=== Begin Enclosure ===

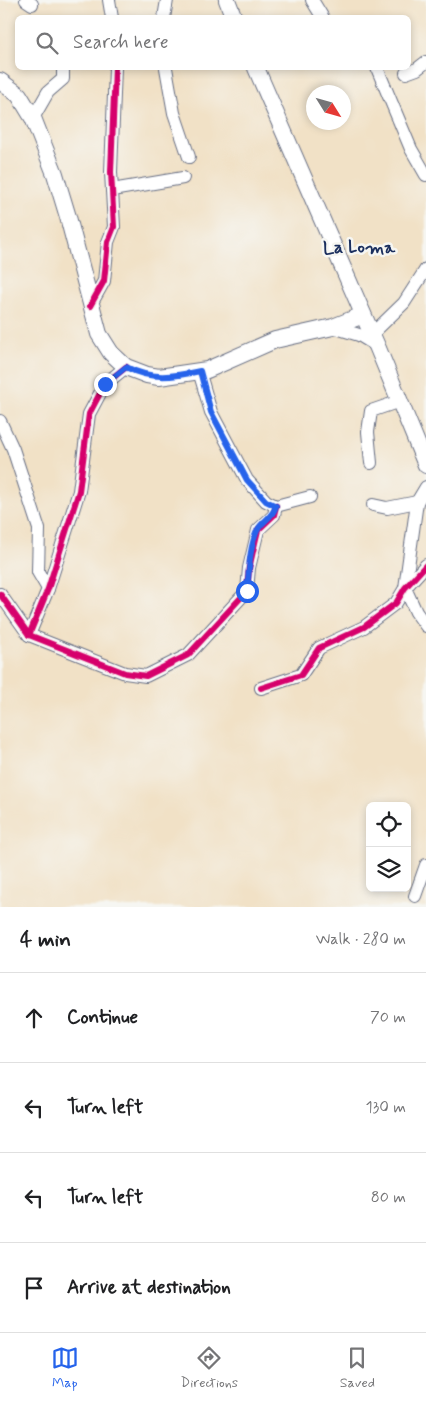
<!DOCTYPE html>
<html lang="en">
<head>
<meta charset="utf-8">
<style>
	:root { --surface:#fff; --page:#f2f2f2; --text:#202124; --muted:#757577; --line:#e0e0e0; --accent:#2563eb }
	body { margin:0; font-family:Mynerve,sans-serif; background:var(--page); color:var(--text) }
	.controls { position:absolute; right:15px; bottom:15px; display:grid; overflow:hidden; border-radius:8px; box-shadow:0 2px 8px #0003 }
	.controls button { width:45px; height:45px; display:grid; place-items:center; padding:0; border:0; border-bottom:1px solid var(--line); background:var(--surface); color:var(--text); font:25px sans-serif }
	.compass { position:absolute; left:306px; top:85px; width:45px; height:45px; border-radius:50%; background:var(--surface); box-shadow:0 2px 8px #0003; rotate:127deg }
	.stop { position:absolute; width:15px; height:15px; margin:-11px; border:4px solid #2563eb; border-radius:50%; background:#fff }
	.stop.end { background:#2563eb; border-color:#fff; box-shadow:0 1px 5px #0008 }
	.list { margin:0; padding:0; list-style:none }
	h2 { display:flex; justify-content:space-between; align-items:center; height:65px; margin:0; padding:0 20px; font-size:21px }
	h2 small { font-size:16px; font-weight:400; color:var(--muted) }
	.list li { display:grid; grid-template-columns:32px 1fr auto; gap:15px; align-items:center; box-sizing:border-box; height:90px; padding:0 20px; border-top:1px solid var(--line) }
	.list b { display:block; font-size:19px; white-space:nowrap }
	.list em { font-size:16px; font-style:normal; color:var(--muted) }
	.icon { flex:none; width:28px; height:28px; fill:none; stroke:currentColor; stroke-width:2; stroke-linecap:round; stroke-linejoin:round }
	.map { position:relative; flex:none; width:426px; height:907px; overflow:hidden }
	.search { position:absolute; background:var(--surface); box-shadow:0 2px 8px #0003; left:15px; right:15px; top:15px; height:55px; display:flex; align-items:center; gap:12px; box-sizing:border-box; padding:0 18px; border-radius:8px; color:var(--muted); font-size:19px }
	.sheet { height:425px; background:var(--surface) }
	nav { display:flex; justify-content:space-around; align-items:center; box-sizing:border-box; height:70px; border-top:1px solid var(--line); background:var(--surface); font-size:14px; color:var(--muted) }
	nav a { display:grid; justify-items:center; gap:2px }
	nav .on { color:var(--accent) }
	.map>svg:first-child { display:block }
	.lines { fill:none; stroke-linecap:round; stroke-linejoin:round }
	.minor-casing { stroke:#666d82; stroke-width:14 }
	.major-casing { stroke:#666d82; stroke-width:18 }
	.minor { stroke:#fff; stroke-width:12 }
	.major { stroke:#fff; stroke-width:16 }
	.cycleway-casing { stroke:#f6f6f2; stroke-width:9 }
	.cycleway { stroke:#d6006c; stroke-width:6 }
	.route { stroke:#2563eb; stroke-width:6 }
	.labels { text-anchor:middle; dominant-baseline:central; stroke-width:5; stroke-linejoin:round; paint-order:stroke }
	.neighbourhood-label { font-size:18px; font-weight:bold; fill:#1b2f5e; stroke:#f6f6f2 }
</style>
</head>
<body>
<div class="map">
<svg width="426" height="907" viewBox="0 0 426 907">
	<rect width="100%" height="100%" fill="#f6f6f2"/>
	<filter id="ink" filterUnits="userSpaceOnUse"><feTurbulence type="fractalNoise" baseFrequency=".02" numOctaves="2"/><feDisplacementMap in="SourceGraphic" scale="10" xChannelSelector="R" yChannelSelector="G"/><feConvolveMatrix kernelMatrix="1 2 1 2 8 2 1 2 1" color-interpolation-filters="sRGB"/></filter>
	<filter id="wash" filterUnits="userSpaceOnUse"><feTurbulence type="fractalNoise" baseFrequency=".0096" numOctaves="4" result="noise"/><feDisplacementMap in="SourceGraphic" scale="20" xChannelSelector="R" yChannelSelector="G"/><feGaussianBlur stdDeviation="1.12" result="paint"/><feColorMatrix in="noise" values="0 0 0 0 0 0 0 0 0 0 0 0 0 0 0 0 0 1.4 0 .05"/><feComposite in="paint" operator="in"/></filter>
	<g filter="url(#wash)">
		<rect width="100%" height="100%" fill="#f1e1c6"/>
	</g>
	<g filter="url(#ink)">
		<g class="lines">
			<g class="minor-casing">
				<g id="minor">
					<polyline points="26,0 32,4"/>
					<polyline points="109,0 112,18"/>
					<polyline points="312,0 323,18"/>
					<polyline points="164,18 167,0"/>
					<polyline points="166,68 174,113 189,157"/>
					<polyline points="377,68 411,149 426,175"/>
					<polyline points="406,73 417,69 426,62"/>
					<polyline points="33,118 48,92 63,79 63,68"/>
					<polyline points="112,190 183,178"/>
					<polyline points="90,306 104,281 108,242 114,227 111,172 115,68"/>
					<polyline points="333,327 359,335 377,346"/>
					<polyline points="372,334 404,303 426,269"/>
					<polyline points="199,371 211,412 247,480 266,501 276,506 310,497"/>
					<polyline points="0,421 13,449 39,529 38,572 48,589"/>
					<polyline points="371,463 368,432 371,411 400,401"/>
					<polyline points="426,487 417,502 405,588 416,612 426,626"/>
					<polyline points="373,505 387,508 417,502"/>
					<polyline points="0,594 29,635 125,673 146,676 188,655 247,591 249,568 258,530 274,515 276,506"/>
					<polyline points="29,635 48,589 79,491 89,414 105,384 126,367"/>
					<polyline points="261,688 301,675 319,648 364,627 396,603 405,588 426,565"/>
					<polyline points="415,896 426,865"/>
				</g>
			</g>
			<g class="major-casing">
				<g id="major">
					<polyline points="227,0 234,18"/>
					<polyline points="256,68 377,346 426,465"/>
					<polyline points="0,81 19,95 33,118 55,174 68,217 99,334 111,353 126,367 147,375 159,377 207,370 275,340 333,327 363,315"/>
				</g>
			</g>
			<use href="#minor" class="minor"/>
			<use href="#major" class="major"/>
			<g class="cycleway-casing">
				<g id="cycleway">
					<polyline points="90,306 104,281 108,242 114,227 111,172 115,68"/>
					<polyline points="0,594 29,635 125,673 146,676 188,655 247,591 249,568 258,530 274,515 276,506"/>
					<polyline points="29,635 48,589 79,491 89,414 105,384 126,367"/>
					<polyline points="261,688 301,675 319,648 364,627 396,603 405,588 426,565"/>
				</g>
			</g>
			<use href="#cycleway" class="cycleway"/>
		</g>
	</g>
	<g class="lines" filter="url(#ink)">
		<path class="route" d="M 105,384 L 126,367 C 150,380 173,377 200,371 L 211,412 L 247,480 L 266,501 L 276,506 C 272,519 262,520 257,531 C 249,548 249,572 247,591"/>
	</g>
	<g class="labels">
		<g class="neighbourhood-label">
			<text x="359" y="248">La Loma</text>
		</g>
	</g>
</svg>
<div class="controls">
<button><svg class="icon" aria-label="locate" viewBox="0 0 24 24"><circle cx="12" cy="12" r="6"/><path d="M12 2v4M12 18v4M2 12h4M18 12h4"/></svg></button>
<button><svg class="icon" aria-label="layers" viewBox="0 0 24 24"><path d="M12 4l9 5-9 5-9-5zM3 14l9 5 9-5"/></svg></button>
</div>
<svg class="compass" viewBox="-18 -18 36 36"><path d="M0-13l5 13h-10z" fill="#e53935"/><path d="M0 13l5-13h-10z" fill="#757577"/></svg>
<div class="stop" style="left:247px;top:591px"></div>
<div class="stop end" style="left:105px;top:384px"></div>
<div class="search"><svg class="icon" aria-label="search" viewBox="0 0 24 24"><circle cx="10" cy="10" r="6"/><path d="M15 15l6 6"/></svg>Search here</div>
</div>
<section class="sheet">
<h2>4 min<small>Walk · 280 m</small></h2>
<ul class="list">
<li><svg class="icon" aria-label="ahead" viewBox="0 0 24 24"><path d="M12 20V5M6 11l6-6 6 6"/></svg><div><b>Continue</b></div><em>70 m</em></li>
<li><svg class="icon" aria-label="left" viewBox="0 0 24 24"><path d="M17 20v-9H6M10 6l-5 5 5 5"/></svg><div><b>Turn left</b></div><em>130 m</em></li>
<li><svg class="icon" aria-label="left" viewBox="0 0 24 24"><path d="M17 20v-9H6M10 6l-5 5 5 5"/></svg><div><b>Turn left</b></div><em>80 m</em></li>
<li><svg class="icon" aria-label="arrive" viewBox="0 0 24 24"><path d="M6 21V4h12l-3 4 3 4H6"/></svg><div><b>Arrive at destination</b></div></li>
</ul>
</section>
<nav>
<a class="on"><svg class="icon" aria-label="map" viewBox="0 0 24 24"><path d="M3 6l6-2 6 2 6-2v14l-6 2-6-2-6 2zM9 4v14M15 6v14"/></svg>Map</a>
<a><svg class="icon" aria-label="directions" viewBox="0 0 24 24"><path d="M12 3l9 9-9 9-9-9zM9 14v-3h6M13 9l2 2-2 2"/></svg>Directions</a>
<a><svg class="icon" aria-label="saved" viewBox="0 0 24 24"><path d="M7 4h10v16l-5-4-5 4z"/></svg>Saved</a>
</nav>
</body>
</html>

=== End Enclosure ===

Work instruction: Set down again, word for word, the stretch of records from the line with "font-size:18px; font-weight:bold; fill:#1b2f5e;" to the line with "2 1 2 8 2 1", both of those lines included.

Answer:
	.neighbourhood-label { font-size:18px; font-weight:bold; fill:#1b2f5e; stroke:#f6f6f2 }
</style>
</head>
<body>
<div class="map">
<svg width="426" height="907" viewBox="0 0 426 907">
	<rect width="100%" height="100%" fill="#f6f6f2"/>
	<filter id="ink" filterUnits="userSpaceOnUse"><feTurbulence type="fractalNoise" baseFrequency=".02" numOctaves="2"/><feDisplacementMap in="SourceGraphic" scale="10" xChannelSelector="R" yChannelSelector="G"/><feConvolveMatrix kernelMatrix="1 2 1 2 8 2 1 2 1" color-interpolation-filters="sRGB"/></filter>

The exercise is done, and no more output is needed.